### Problem to solve
Retype the material, please. Every line must match.

### Data below

=== Section Start ===

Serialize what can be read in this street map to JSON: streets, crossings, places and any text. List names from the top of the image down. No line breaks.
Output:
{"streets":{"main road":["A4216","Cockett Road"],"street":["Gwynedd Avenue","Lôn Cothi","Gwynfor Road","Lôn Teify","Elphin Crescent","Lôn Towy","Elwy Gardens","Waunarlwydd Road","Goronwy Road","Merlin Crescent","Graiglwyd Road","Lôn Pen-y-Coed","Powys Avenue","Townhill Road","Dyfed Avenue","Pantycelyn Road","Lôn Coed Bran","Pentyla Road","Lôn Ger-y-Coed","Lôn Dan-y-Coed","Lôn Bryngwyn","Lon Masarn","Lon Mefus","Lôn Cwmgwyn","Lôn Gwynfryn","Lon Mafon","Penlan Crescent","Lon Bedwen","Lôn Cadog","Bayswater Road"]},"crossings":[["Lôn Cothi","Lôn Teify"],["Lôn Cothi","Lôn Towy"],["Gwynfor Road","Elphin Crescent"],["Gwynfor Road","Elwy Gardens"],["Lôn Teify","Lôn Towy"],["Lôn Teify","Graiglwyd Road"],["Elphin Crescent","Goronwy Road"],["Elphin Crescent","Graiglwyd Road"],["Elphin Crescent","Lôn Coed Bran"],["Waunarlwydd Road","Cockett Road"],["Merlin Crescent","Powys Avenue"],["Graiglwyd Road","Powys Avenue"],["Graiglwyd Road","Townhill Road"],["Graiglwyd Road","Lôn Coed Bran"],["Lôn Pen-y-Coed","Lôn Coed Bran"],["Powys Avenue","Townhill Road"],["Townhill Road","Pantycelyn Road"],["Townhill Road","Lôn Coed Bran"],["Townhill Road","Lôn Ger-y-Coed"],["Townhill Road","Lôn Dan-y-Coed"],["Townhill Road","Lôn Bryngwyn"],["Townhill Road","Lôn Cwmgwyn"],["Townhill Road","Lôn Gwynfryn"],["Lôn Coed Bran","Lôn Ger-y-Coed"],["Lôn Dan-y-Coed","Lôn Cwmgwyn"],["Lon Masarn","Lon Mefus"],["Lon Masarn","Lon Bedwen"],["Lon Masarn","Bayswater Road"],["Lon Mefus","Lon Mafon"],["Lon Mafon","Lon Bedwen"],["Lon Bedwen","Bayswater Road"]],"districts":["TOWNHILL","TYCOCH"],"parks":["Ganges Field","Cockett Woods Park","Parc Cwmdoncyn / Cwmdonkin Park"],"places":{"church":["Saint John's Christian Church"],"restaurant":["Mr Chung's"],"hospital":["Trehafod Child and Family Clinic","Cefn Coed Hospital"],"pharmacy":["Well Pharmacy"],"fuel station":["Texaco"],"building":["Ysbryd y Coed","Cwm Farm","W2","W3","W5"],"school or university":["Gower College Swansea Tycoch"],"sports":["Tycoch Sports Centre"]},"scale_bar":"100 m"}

=== Section End ===

### Output of the task
Serialize what can be read in this street map to JSON: streets, crossings, places and any text. List names from the top of the image down. No line breaks.
Output:
{"streets":{"main road":["A4216","Cockett Road"],"street":["Gwynedd Avenue","Lôn Cothi","Gwynfor Road","Lôn Teify","Elphin Crescent","Lôn Towy","Elwy Gardens","Waunarlwydd Road","Goronwy Road","Merlin Crescent","Graiglwyd Road","Lôn Pen-y-Coed","Powys Avenue","Townhill Road","Dyfed Avenue","Pantycelyn Road","Lôn Coed Bran","Pentyla Road","Lôn Ger-y-Coed","Lôn Dan-y-Coed","Lôn Bryngwyn","Lon Masarn","Lon Mefus","Lôn Cwmgwyn","Lôn Gwynfryn","Lon Mafon","Penlan Crescent","Lon Bedwen","Lôn Cadog","Bayswater Road"]},"crossings":[["Lôn Cothi","Lôn Teify"],["Lôn Cothi","Lôn Towy"],["Gwynfor Road","Elphin Crescent"],["Gwynfor Road","Elwy Gardens"],["Lôn Teify","Lôn Towy"],["Lôn Teify","Graiglwyd Road"],["Elphin Crescent","Goronwy Road"],["Elphin Crescent","Graiglwyd Road"],["Elphin Crescent","Lôn Coed Bran"],["Waunarlwydd Road","Cockett Road"],["Merlin Crescent","Powys Avenue"],["Graiglwyd Road","Powys Avenue"],["Graiglwyd Road","Townhill Road"],["Graiglwyd Road","Lôn Coed Bran"],["Lôn Pen-y-Coed","Lôn Coed Bran"],["Powys Avenue","Townhill Road"],["Townhill Road","Pantycelyn Road"],["Townhill Road","Lôn Coed Bran"],["Townhill Road","Lôn Ger-y-Coed"],["Townhill Road","Lôn Dan-y-Coed"],["Townhill Road","Lôn Bryngwyn"],["Townhill Road","Lôn Cwmgwyn"],["Townhill Road","Lôn Gwynfryn"],["Lôn Coed Bran","Lôn Ger-y-Coed"],["Lôn Dan-y-Coed","Lôn Cwmgwyn"],["Lon Masarn","Lon Mefus"],["Lon Masarn","Lon Bedwen"],["Lon Masarn","Bayswater Road"],["Lon Mefus","Lon Mafon"],["Lon Mafon","Lon Bedwen"],["Lon Bedwen","Bayswater Road"]],"districts":["TOWNHILL","TYCOCH"],"parks":["Ganges Field","Cockett Woods Park","Parc Cwmdoncyn / Cwmdonkin Park"],"places":{"church":["Saint John's Christian Church"],"restaurant":["Mr Chung's"],"hospital":["Trehafod Child and Family Clinic","Cefn Coed Hospital"],"pharmacy":["Well Pharmacy"],"fuel station":["Texaco"],"building":["Ysbryd y Coed","Cwm Farm","W2","W3","W5"],"school or university":["Gower College Swansea Tycoch"],"sports":["Tycoch Sports Centre"]},"scale_bar":"100 m"}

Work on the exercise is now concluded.